The Mysteries of Electrical Trauma: Understanding the unexplained effects of electric shock to develop better treatments

By Susan DeGrane | Feb 15, 2023

On the campus of pharmaceutical manufacturer G.D. Searle LLC (now a wholly owned subsidiary of Pfizer) in Skokie, Ill., employees of High Voltage Electric Testing and Maintenance Inc., Wasco, Ill., had stopped working on an electrical installation to take a lunch break. That’s when Bart Curtin, CEO and founder, checked on a switchbox.
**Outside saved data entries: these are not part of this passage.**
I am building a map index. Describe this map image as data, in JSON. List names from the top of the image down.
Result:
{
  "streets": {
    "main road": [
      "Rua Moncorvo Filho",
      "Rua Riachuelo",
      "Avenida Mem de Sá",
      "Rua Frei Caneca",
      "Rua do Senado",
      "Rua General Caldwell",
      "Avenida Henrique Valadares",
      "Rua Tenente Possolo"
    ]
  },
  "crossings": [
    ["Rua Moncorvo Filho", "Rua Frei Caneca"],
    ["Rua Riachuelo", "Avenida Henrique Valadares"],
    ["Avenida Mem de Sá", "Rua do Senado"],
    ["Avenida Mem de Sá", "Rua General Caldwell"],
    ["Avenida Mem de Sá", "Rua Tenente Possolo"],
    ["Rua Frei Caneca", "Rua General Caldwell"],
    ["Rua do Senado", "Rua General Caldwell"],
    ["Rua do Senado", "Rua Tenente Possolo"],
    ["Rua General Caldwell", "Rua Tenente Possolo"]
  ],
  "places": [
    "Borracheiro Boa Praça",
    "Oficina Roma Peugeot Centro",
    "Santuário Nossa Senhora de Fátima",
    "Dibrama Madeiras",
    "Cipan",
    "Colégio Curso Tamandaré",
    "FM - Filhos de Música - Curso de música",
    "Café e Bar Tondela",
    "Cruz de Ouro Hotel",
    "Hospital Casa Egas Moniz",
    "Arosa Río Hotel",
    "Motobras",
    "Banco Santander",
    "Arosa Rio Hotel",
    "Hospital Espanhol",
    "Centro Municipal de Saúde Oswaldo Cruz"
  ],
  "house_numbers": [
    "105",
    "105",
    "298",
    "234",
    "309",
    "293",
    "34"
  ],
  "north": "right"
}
The year was 1997. On the campus of pharmaceutical manufacturer G.D. Searle LLC (now a wholly owned subsidiary of Pfizer) in Skokie, Ill., employees of High Voltage Electric Testing and Maintenance Inc., Wasco, Ill., had stopped working on an electrical installation to take a lunch break. That’s when Bart Curtin, CEO and founder, checked on a switchbox.   

Curtin had asked a foreman if the power was off, but someone—possibly not an employee of High Voltage—must have turned it back on. 

“I went to open the switchbox and that’s when it got ahold of me,” Curtin said. “I could smell burning flesh and realized I was being electrocuted.”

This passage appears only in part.